The task: For each record below, set it down exactly but leave out any picture.

Record set:
= = = =

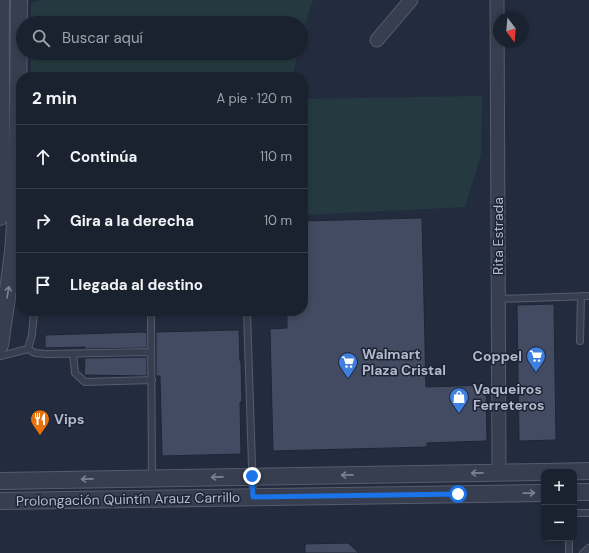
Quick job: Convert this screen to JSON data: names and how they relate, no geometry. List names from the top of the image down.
{
  "streets": {
    "street": ["Rita Estrada", "Prolongación Quintín Arauz Carrillo"]
  },
  "crossings": [
    ["Rita Estrada", "Prolongación Quintín Arauz Carrillo"]
  ],
  "places": {
    "supermarket": ["Coppel", "Walmart Plaza Cristal"],
    "shop": ["Vaqueiros Ferreteros"],
    "restaurant": ["Vips"]
  },
  "north": "bottom",
  "page": {
    "search": "Buscar aquí",
    "heading": ["2 min", "A pie · 120 m"],
    "list": [
      ["Continúa", "110 m"],
      ["Gira a la derecha", "10 m"],
      "Llegada al destino"
    ],
    "map_buttons": ["+", "−"]
  }
}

= = = =

Written reply:
Quick job: Convert this screen to JSON data: names and how they relate, no geometry. List names from the top of the image down.
{
  "streets": {
    "street": ["Rita Estrada", "Prolongación Quintín Arauz Carrillo"]
  },
  "crossings": [
    ["Rita Estrada", "Prolongación Quintín Arauz Carrillo"]
  ],
  "places": {
    "supermarket": ["Coppel", "Walmart Plaza Cristal"],
    "shop": ["Vaqueiros Ferreteros"],
    "restaurant": ["Vips"]
  },
  "north": "bottom",
  "page": {
    "search": "Buscar aquí",
    "heading": ["2 min", "A pie · 120 m"],
    "list": [
      ["Continúa", "110 m"],
      ["Gira a la derecha", "10 m"],
      "Llegada al destino"
    ],
    "map_buttons": ["+", "−"]
  }
}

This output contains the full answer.